Goal: implement heal() and truncate_and_replay so a partitioned follower can rejoin and converge. Then ship the cross-language exam.

What to read first

  • CONCEPTS.md § "Partition + heal".
  • docs/execution.md Stages 4–7.
  • src/rust/src/lib.rs — the truncate_and_replay and Cluster::heal bodies.

Concrete tasks

  1. Implement Replica::truncate_and_replay(leader_log, leader_commit): replace own log, wipe state machine, replay committed prefix.
  2. Implement Cluster::heal():
    • clone leader log + commit index up front (avoid use-after-mutate),
    • clear partitions,
    • for each previously-partitioned follower in ascending id order, call truncate_and_replay.
  3. In propose, when try_append returns false (gap), do a snapshot push immediately and count the ack.
  4. Implement dump_state per the wire format in CONCEPTS.md.
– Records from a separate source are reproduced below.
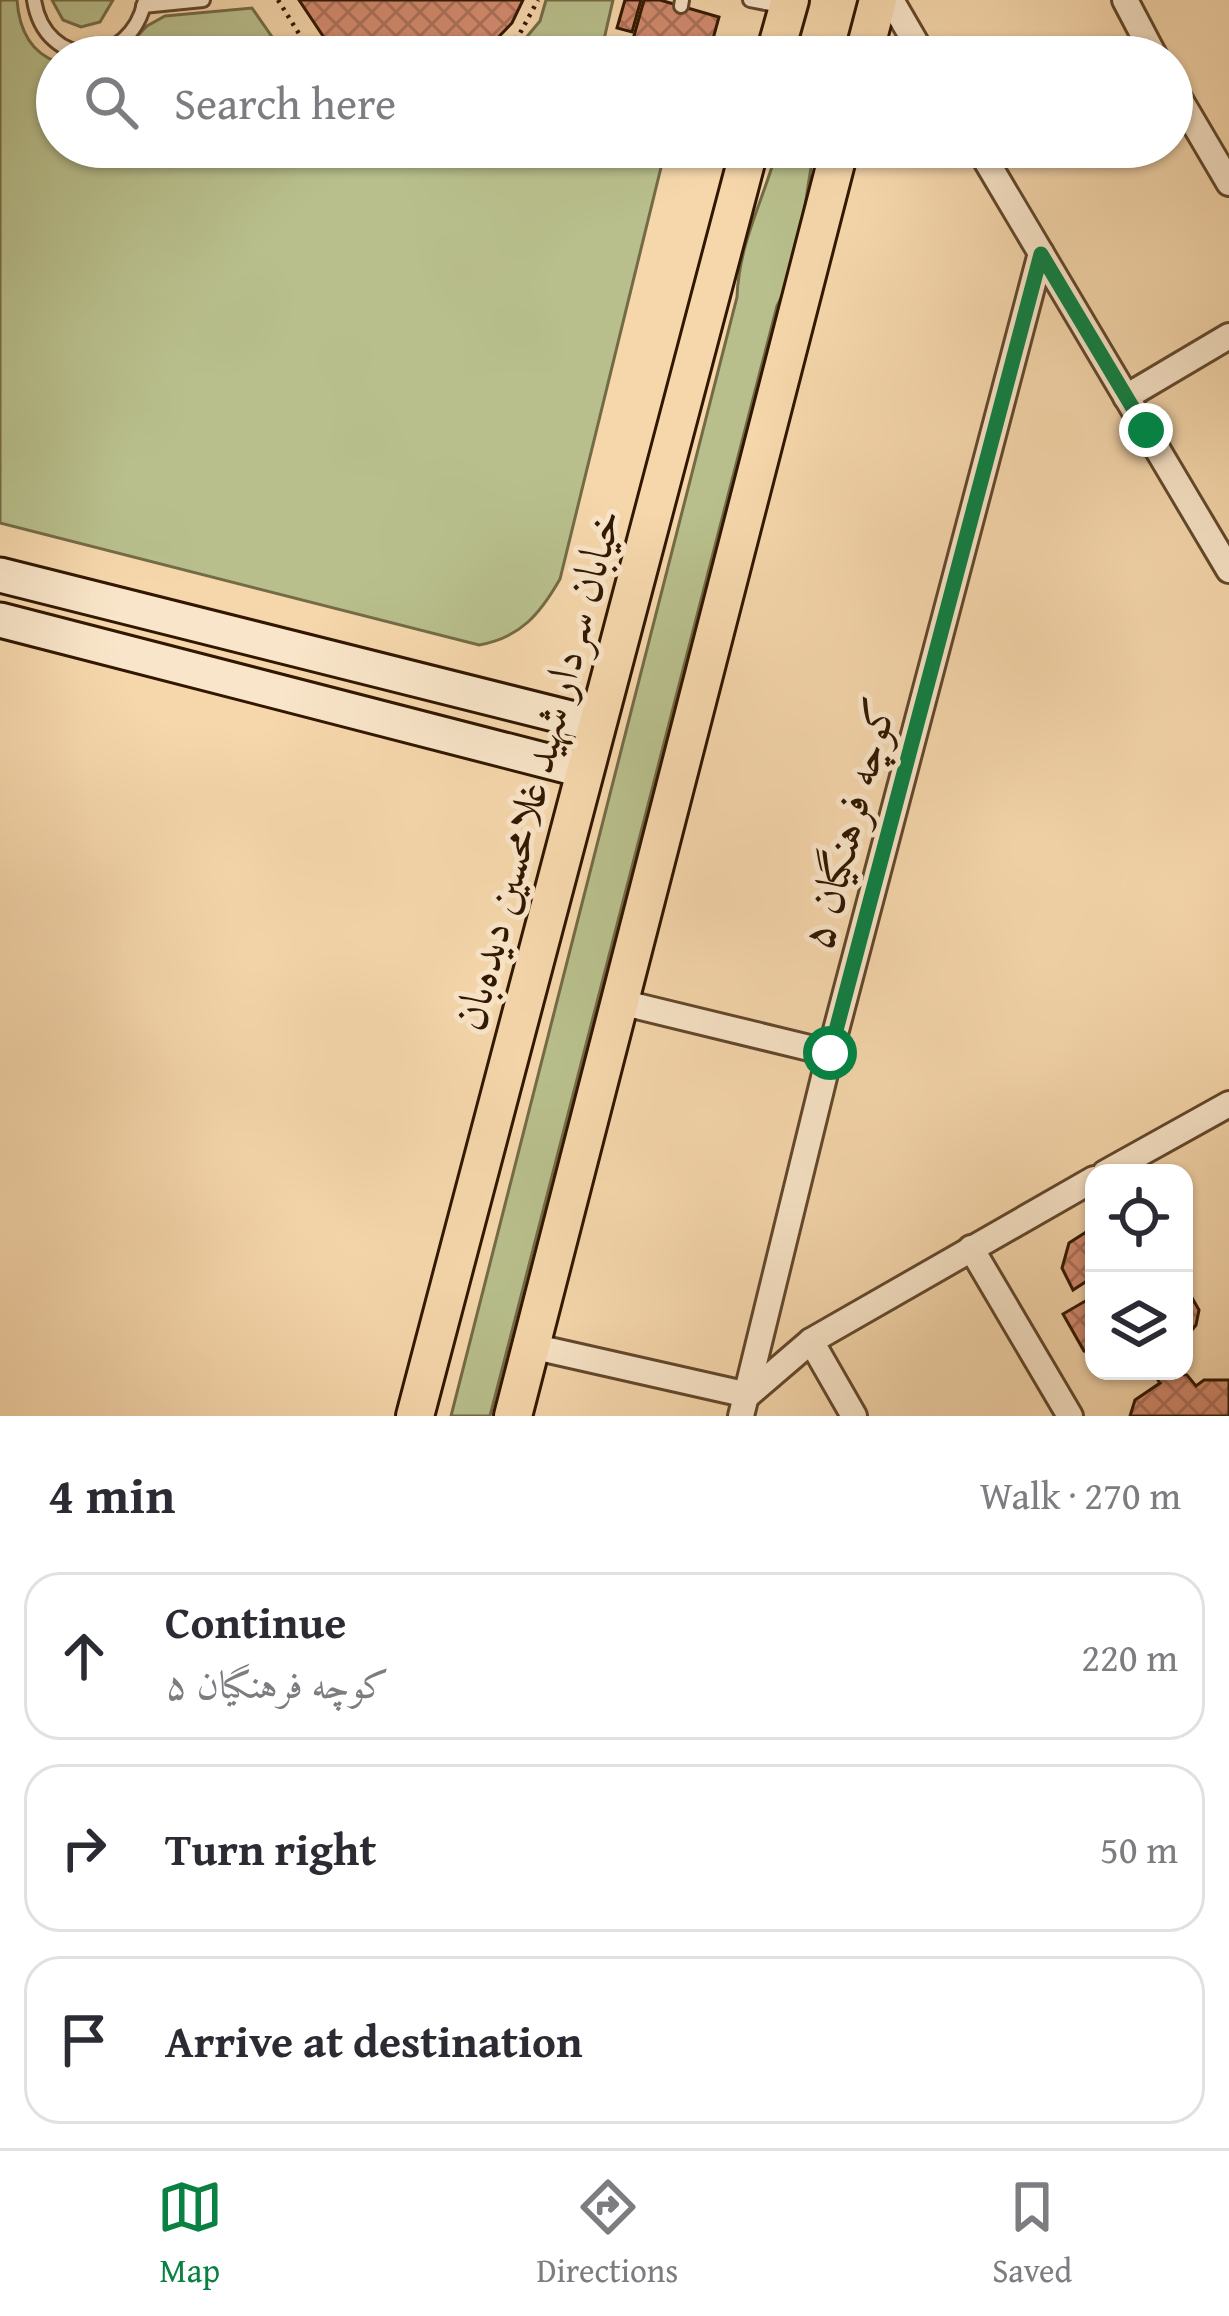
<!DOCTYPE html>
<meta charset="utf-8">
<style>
body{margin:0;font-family:"Gentium Book Plus",Amiri,serif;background:#f7f7f7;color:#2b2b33}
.controls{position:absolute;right:36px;bottom:36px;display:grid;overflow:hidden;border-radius:24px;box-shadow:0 3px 9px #0004}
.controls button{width:108px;height:108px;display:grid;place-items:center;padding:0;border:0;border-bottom:3px solid #e1e1e2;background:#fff;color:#2b2b33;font:60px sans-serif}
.stop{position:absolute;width:36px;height:36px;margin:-27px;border:9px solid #0b8043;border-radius:50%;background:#fff}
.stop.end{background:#0b8043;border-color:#fff;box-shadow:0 3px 12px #0008}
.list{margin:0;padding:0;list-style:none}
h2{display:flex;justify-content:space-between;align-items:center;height:156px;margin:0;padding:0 48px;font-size:51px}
h2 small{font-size:39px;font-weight:400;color:#7c7c81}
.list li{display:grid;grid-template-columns:78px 1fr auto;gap:36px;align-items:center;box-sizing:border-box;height:168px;margin:0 24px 24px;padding:0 24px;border:3px solid #e1e1e2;border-radius:36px}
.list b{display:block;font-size:45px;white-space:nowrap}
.list p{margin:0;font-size:39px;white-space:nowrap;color:#7c7c81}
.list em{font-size:39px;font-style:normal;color:#7c7c81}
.icon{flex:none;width:66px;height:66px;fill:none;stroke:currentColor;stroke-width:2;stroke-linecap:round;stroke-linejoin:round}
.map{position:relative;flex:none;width:1229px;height:1416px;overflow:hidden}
.search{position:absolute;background:#fff;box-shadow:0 3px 9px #0004;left:36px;right:36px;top:36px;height:132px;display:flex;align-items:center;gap:30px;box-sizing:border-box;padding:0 42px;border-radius:66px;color:#7c7c81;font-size:45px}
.sheet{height:732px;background:#fff}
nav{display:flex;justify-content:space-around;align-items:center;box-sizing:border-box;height:168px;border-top:3px solid #e1e1e2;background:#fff;font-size:33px;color:#7c7c81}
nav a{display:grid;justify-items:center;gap:6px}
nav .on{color:#0b8043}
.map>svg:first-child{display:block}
.green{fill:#b8bf8c;stroke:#746b46;stroke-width:3}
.building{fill:url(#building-cross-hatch);stroke:#311700;stroke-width:3}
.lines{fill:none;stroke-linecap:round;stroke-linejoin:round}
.service-casing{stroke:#62472b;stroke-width:18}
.minor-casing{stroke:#62472b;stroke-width:30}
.secondary-casing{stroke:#311700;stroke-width:39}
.primary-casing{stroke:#311700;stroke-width:42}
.path{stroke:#311700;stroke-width:4.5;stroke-dasharray:3 6;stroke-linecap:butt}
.service{stroke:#f9e5c9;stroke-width:12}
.minor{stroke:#f9e5c9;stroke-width:24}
.secondary{stroke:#f9e5c9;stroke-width:33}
.primary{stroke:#f6d7ac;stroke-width:36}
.route{stroke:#0b8043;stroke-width:15}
.labels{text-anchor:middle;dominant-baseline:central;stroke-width:10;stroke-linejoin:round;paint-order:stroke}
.street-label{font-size:45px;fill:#311700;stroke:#f9e5c9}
</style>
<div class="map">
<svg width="1229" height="1416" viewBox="0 0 1229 1416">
<defs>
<pattern id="building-cross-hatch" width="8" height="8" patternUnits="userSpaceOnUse" patternTransform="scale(3)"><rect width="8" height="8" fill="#d48b70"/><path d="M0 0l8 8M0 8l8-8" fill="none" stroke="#ad715a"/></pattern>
</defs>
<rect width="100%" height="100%" fill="#f6d7ac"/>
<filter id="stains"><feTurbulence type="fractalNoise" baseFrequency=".00167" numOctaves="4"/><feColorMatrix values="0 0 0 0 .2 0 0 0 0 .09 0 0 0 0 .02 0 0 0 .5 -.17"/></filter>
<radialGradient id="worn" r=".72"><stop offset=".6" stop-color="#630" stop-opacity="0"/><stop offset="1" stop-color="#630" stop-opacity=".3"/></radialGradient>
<!-- green -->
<g class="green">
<path d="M0,0H17C19,28 29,52 57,62V147H666L560,579C540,614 520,638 479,645L0,523Z"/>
<path d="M52,0H113L100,22L81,27L63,20Z"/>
<path d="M546,0H613L600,57H510L540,21Z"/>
<path d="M252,8L286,57H117L147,26L165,16Z"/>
<path d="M778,147H815C803,201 804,256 777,306L490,1416H451L737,297C739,242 764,199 778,147Z"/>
</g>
<!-- building -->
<g class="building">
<path d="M299,0H523L512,23L485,51L473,57H350L327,42Z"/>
<path d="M625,0H641L632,32L617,28Z"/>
<path d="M644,0H660L719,17L708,57H682L632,43Z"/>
<path d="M1094,1227V1287L1090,1279L1073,1290L1062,1268L1069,1243Z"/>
<path d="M1187,1289L1199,1310L1196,1325L1184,1340V1290Z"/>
<path d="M1094,1296V1352L1084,1351L1063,1314Z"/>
<path d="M1177,1373L1187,1375L1196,1386L1204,1380H1229V1416H1130L1135,1400L1160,1383L1155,1376Z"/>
</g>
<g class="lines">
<defs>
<g id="service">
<path d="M34,0C45,71 131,70 145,0"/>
<path d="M750,0L786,7"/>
<path d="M143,6L203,0"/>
<path d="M681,6L682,0"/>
<path d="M667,57L668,53"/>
</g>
<g id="minor">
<path d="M880,0L895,7L924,57"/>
<path d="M1125,0L1155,57"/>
<path d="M1172,86L1229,183"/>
<path d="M978,147L1229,570"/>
<path d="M1126,397L1229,336"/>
<path d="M620,1002L830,1053"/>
<path d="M1105,1173L1229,1104"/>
<path d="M971,1248L1070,1416"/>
<path d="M811,1341L854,1416"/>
<path d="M531,1346L748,1395L811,1341L1094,1179"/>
<path d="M741,1416L830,1053L1041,253"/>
</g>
<g id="secondary">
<path d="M0,575L598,725"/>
<path d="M0,620L586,771"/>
</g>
<g id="primary">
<path d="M774,57L790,0"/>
<path d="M863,57L878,0"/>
<path d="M415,1416L750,147"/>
<path d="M513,1416L840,147"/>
</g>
</defs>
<!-- service casing -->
<use href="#service" class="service-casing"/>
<!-- minor casing -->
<use href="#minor" class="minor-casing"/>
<!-- secondary casing -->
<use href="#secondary" class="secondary-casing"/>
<!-- primary casing -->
<use href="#primary" class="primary-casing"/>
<!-- path -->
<g class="path">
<path d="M278,0L308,48L321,57"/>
<path d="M494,57L519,35L538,0"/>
</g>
<!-- service -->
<use href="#service" class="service"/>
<!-- minor -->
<use href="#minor" class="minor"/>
<!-- secondary -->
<use href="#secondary" class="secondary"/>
<!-- primary -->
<use href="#primary" class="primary"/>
</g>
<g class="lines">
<!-- route -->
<path class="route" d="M830,1053L1041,254L1146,430"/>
</g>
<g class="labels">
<!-- street labels -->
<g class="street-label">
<text transform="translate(536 769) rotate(-75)">خیابان سردار شهید غلامحسین دیده‌بان</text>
<text transform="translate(847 823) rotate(-75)">کوچه فرهنگیان ۵</text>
</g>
</g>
<rect width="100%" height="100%" filter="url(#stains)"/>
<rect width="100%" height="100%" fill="url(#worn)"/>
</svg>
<div class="controls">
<button><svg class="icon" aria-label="locate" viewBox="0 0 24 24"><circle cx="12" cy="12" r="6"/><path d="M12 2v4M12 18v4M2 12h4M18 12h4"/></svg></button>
<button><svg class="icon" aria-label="layers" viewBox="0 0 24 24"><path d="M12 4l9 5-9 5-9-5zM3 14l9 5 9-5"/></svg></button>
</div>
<div class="stop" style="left:830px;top:1053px"></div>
<div class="stop end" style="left:1146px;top:430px"></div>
<div class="search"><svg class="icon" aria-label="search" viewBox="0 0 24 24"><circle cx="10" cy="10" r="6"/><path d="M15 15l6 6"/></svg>Search here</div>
</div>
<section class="sheet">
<h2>4 min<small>Walk · 270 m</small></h2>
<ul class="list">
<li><svg class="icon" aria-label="ahead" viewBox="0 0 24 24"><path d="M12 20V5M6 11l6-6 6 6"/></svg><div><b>Continue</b><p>کوچه فرهنگیان ۵</p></div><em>220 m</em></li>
<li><svg class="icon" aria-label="right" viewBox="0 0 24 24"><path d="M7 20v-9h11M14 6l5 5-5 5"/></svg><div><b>Turn right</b></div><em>50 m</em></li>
<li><svg class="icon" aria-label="arrive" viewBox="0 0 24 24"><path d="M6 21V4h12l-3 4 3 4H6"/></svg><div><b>Arrive at destination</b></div></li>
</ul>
</section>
<nav>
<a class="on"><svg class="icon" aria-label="map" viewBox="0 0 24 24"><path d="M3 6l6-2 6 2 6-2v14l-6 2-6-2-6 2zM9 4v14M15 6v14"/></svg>Map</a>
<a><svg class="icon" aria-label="directions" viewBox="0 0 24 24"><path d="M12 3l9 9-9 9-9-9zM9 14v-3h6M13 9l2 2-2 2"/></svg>Directions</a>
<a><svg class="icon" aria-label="saved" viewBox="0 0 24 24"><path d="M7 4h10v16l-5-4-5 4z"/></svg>Saved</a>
</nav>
Pin every byte offset in a test (test_snapshot_byte_format).
  5. Port the workload driver (run_workload) to all three languages. The byte-decoding rules — kind = (r1 >> 62) & 0x3, k = "k" + …, v = u64_le(r3 % 10000) — must be identical across all three.
  6. Build Rust binary, run scenarios A and B, capture the hashes, bake them into Go test, C++ test, and scripts/cross_test.sh.
  7. Bring Go and C++ green: run scripts/cross_test.sh. It must end with === ALL OK ===.

Definition of done

bash scripts/verify.sh        # → "=== OK ==="
bash scripts/cross_test.sh    # → "=== ALL OK ==="

Both scenarios produce:

  • A: 1febc1252f87f873c315526e9d9c78a622131d700dccca84a6e089244930252b
  • B: 272af5b41b729896a7195a6ea72d19111a96a50b29d5d4cdfaac03a058e1a2dc

Common bugs at this stage

  • heal() reads leader.log after mutating a follower — use a snapshot variable.
  • dump_state in Go iterates the map directly → randomised hash. Fix: sort the keys.
  • dump_state in C++ uses strcpy(magic_buf, "DSEDKV20") and copies 9 bytes including the NUL. Fix: std::memcpy(buf, MAGIC.data(), 8).
  • C++ test passes in Debug, fails in Release because assert(c.propose(...)) got stripped. Fix: assign to a bool ok = ... first, then assert(ok).
  • CLI prints a trailing newline. The exam compares full lines; a trailing \n breaks the hash comparison.